Sembrava tutto facile, tutto scritto all’Etihad Stadium per la corazzata Manchester City. Avversario di turno era il “povero” Wigan, squadretta di Championship (serie B inglese) senza troppe pretese, se non una voglia matta di dimostrare il proprio valore, non avendo nulla da perdere al cospetto di un avversario sulla carta impossibile da sconfiggere. Invece accade quello che non t’aspetti. Quello che nessuno si aspetta. Il City sottovaluta l’impegno e il Wigan, coraggioso e per nulla rinunciatario, va ben presto sullo 0-2. I padroni di casa provano la rimonta nel finale (1-2 di Nasri viziato da fuorigioco di Lescott), prendendo anche tre legni, ma non basta. A passare sono gli ospiti: un miracolo sportivo. Ma… aspetta un secondo… 11 maggio 2013, Wembley, finale di FA Cup. Manchester City 0 – Wigan Athletic 1Stesse squadre, stesso risultato.

Il Wigan ormai conscio della retrocessione (l’anno scorso giocava in Premier League), da tutto quel che ha contro i più blasonati avversari che snobbano l’impegno e si sentono già campioni e passa al 91’: partita, coppa e trofeo.

Maledizione per i Citizens, miracolo per quelli del Wigan? O forse forse i campioni non hanno imparato la lezione?

Se il calcio insegna questi valori, di non mollare mai, di crederci sempre, di non sottovalutare l’avversario, di non lasciare nulla al caso specialmente ai massimi livelli, un’altra, forse più importante arriva dal pubblico: stadi pieni, tifo sfrenato e una spinta incredibile alla squadra anche nelle situazioni più impossibili.

Nell’FA Cup (il trofeo più antico del mondo), competono tutte le squadre dalla Premier League alle categorie inferiori, con turni eliminatori lunghissimi e un sacco di partite di qualificazione. Nell’FA Cup, non conta in che serie militi una squadra: ci saranno i tifosi al seguito, l’allenatore schiererà i titolari e fino al 90’ ci sarà battaglia col coltello trai denti.

Nell’FA Cup, non conta solo passare il tempo e sperare di uscire, le squadre di serie B o serie C non partono battute, ma se la giocano e spesso arrivano in fondo.

In Italia i quarti di Coppa Italia sono buttati lì, a metà gennaio, tra un turno di campionato e l’altro, dove sia i top team sia le squadre delle serie minori infarciscono la formazione di seconde linee, sperando di arrivare al 90° senza che nessuno si faccia male e di chiudere al più presto quest’agonia. (Lo stesso avviene anche in Europa League, dove tante squadre preferiscono uscire per concentrarsi sul campionato.

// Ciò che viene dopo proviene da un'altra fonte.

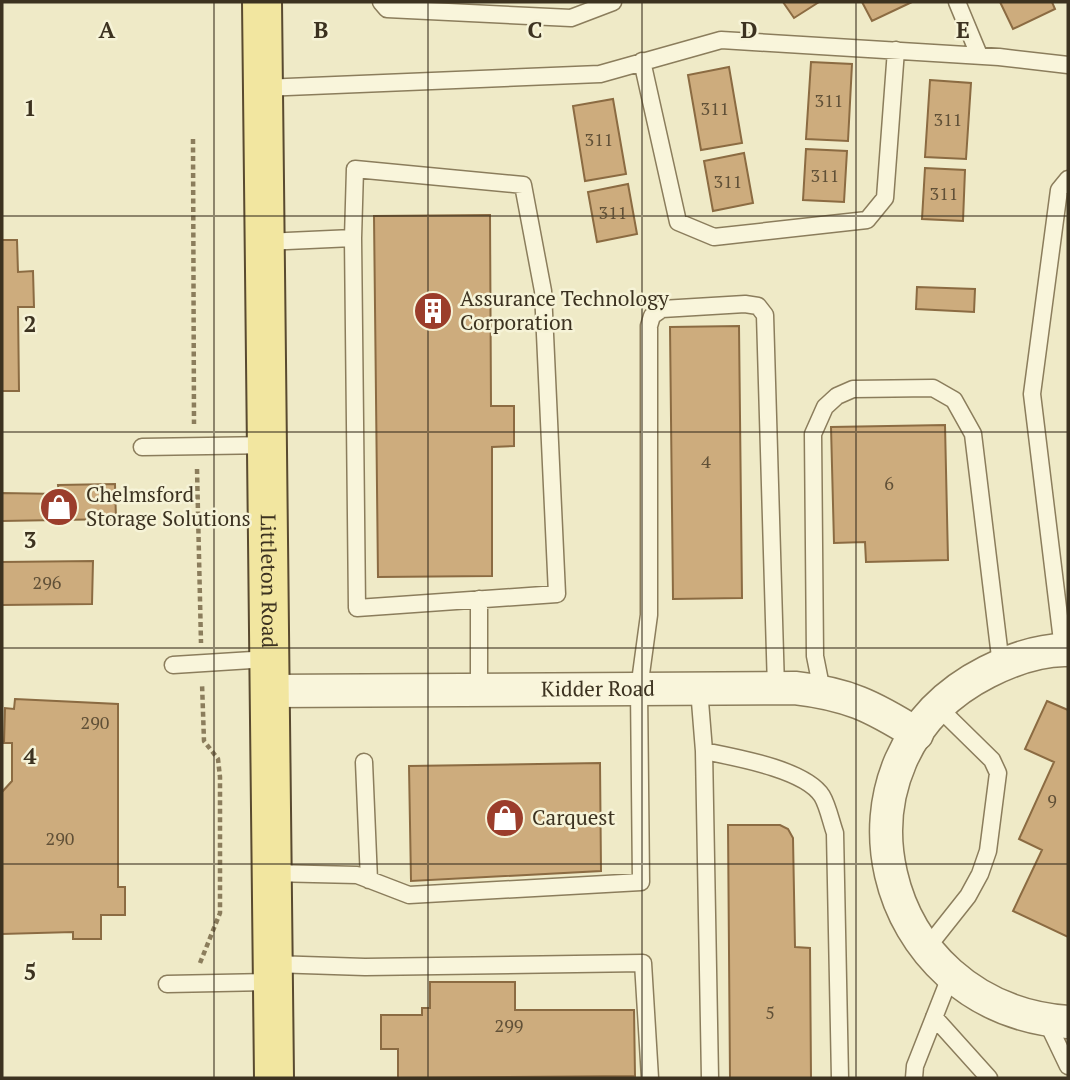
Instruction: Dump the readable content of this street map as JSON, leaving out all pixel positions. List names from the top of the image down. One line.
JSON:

Per arrivare dove poi? Quinti? Sesti? Fare 56 invece che 53 punti? Inspiegabile).

Perché anche da noi, invece, la coppa nazionale non viene giocata a marzo o comunque nel fine settimana così da creare più suspense e dare più valore alla stessa? Perché la coppa deve sempre essere vista come un sacrificio e non un’opportunità?

Ah già, siamo nello stesso paese dove i tifosi di una squadra si scagliano e scioperano contro il loro presidente perché quest’ultimo (dopo aver salvato la società dal tracollo finanziario e rateato gli enormi debiti) seguendo un principio di austerità, per semplicemente mandare avanti la baracca, ha tolto loro rimborsi spese, biglietti pagati, soldi per le coreografie e via discorrendo… E questa squadra ha vinto una Coppa Italia non più tardi di maggio 2013.

Ah già, ma tanto è la Coppa Italia…

Il calcio è passione, non è un business.